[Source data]
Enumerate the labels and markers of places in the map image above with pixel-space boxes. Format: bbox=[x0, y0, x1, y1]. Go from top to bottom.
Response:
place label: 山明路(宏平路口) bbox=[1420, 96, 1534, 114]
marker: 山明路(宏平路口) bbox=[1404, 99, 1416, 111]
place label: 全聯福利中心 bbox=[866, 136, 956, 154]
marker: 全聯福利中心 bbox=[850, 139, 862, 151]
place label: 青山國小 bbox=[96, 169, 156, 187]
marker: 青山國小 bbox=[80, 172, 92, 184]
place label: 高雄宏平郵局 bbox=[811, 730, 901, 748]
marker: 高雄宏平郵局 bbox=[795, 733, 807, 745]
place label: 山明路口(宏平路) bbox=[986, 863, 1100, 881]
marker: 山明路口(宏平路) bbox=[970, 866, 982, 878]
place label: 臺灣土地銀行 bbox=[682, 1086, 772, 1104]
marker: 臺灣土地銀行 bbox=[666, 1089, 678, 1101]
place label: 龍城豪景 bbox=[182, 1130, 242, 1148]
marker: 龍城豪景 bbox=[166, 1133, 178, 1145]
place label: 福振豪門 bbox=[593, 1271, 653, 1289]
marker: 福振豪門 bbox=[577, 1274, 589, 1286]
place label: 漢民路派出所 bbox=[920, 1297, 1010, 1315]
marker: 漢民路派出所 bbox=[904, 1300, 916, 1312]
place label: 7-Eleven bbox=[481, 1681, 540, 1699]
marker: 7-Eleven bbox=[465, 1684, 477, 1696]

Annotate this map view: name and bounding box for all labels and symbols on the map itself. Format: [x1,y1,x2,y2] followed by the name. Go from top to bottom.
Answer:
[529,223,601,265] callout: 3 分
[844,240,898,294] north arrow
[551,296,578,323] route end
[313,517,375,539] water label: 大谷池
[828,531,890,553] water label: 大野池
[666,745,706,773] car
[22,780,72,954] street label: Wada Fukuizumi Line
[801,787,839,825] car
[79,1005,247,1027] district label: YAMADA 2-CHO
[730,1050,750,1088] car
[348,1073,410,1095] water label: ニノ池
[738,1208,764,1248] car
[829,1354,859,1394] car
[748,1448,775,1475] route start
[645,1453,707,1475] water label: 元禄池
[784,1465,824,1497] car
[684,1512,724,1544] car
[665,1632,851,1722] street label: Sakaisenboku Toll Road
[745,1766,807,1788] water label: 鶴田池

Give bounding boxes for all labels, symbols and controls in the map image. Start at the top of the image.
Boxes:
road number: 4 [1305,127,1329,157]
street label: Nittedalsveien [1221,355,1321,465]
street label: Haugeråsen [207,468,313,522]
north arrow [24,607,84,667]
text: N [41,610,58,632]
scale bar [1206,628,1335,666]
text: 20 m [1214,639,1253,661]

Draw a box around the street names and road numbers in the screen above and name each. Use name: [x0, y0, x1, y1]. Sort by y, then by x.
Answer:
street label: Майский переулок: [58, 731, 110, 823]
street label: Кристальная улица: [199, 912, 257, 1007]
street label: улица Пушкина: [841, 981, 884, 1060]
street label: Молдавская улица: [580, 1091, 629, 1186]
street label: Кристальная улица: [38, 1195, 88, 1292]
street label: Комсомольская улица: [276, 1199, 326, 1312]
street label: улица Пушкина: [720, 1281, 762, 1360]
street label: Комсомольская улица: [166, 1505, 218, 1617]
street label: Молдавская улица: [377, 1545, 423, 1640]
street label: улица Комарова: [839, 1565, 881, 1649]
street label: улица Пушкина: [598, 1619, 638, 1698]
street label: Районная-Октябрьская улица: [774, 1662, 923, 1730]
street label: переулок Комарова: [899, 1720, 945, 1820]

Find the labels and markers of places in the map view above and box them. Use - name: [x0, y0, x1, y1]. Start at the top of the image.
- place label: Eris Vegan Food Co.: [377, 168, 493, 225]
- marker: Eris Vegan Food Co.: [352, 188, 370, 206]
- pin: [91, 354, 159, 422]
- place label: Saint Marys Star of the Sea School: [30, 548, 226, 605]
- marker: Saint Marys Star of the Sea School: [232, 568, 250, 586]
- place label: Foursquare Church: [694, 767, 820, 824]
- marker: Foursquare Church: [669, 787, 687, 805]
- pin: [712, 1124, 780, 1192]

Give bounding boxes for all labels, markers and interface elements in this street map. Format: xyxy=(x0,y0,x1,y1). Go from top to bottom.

### [Exercise instructions]
Could you copy each line above word for word?

### [Solution to this exercise]
Enumerate the labels and markers of places in the map image above with pixel-space boxes. Format: bbox=[x0, y0, x1, y1]. Go from top to bottom.
Response:
place label: 山明路(宏平路口) bbox=[1420, 96, 1534, 114]
marker: 山明路(宏平路口) bbox=[1404, 99, 1416, 111]
place label: 全聯福利中心 bbox=[866, 136, 956, 154]
marker: 全聯福利中心 bbox=[850, 139, 862, 151]
place label: 青山國小 bbox=[96, 169, 156, 187]
marker: 青山國小 bbox=[80, 172, 92, 184]
place label: 高雄宏平郵局 bbox=[811, 730, 901, 748]
marker: 高雄宏平郵局 bbox=[795, 733, 807, 745]
place label: 山明路口(宏平路) bbox=[986, 863, 1100, 881]
marker: 山明路口(宏平路) bbox=[970, 866, 982, 878]
place label: 臺灣土地銀行 bbox=[682, 1086, 772, 1104]
marker: 臺灣土地銀行 bbox=[666, 1089, 678, 1101]
place label: 龍城豪景 bbox=[182, 1130, 242, 1148]
marker: 龍城豪景 bbox=[166, 1133, 178, 1145]
place label: 福振豪門 bbox=[593, 1271, 653, 1289]
marker: 福振豪門 bbox=[577, 1274, 589, 1286]
place label: 漢民路派出所 bbox=[920, 1297, 1010, 1315]
marker: 漢民路派出所 bbox=[904, 1300, 916, 1312]
place label: 7-Eleven bbox=[481, 1681, 540, 1699]
marker: 7-Eleven bbox=[465, 1684, 477, 1696]

Annotate this map view: name and bounding box for all labels and symbols on the map itself. Format: [x1,y1,x2,y2] followed by the name. Go from top to bottom.
Answer:
[529,223,601,265] callout: 3 分
[844,240,898,294] north arrow
[551,296,578,323] route end
[313,517,375,539] water label: 大谷池
[828,531,890,553] water label: 大野池
[666,745,706,773] car
[22,780,72,954] street label: Wada Fukuizumi Line
[801,787,839,825] car
[79,1005,247,1027] district label: YAMADA 2-CHO
[730,1050,750,1088] car
[348,1073,410,1095] water label: ニノ池
[738,1208,764,1248] car
[829,1354,859,1394] car
[748,1448,775,1475] route start
[645,1453,707,1475] water label: 元禄池
[784,1465,824,1497] car
[684,1512,724,1544] car
[665,1632,851,1722] street label: Sakaisenboku Toll Road
[745,1766,807,1788] water label: 鶴田池

Give bounding boxes for all labels, symbols and controls in the map image. Start at the top of the image.
Boxes:
road number: 4 [1305,127,1329,157]
street label: Nittedalsveien [1221,355,1321,465]
street label: Haugeråsen [207,468,313,522]
north arrow [24,607,84,667]
text: N [41,610,58,632]
scale bar [1206,628,1335,666]
text: 20 m [1214,639,1253,661]

Draw a box around the street names and road numbers in the screen above and name each. Use name: [x0, y0, x1, y1]. Sort by y, then by x.
Answer:
street label: Майский переулок: [58, 731, 110, 823]
street label: Кристальная улица: [199, 912, 257, 1007]
street label: улица Пушкина: [841, 981, 884, 1060]
street label: Молдавская улица: [580, 1091, 629, 1186]
street label: Кристальная улица: [38, 1195, 88, 1292]
street label: Комсомольская улица: [276, 1199, 326, 1312]
street label: улица Пушкина: [720, 1281, 762, 1360]
street label: Комсомольская улица: [166, 1505, 218, 1617]
street label: Молдавская улица: [377, 1545, 423, 1640]
street label: улица Комарова: [839, 1565, 881, 1649]
street label: улица Пушкина: [598, 1619, 638, 1698]
street label: Районная-Октябрьская улица: [774, 1662, 923, 1730]
street label: переулок Комарова: [899, 1720, 945, 1820]

Find the labels and markers of places in the map view above and box them. Use - name: [x0, y0, x1, y1]. Start at the top of the image.
- place label: Eris Vegan Food Co.: [377, 168, 493, 225]
- marker: Eris Vegan Food Co.: [352, 188, 370, 206]
- pin: [91, 354, 159, 422]
- place label: Saint Marys Star of the Sea School: [30, 548, 226, 605]
- marker: Saint Marys Star of the Sea School: [232, 568, 250, 586]
- place label: Foursquare Church: [694, 767, 820, 824]
- marker: Foursquare Church: [669, 787, 687, 805]
- pin: [712, 1124, 780, 1192]

Give bounding boxes for all labels, markers and interface elements in this street map. Format: xyxy=(x0,y0,x1,y1). Go from top to bottom.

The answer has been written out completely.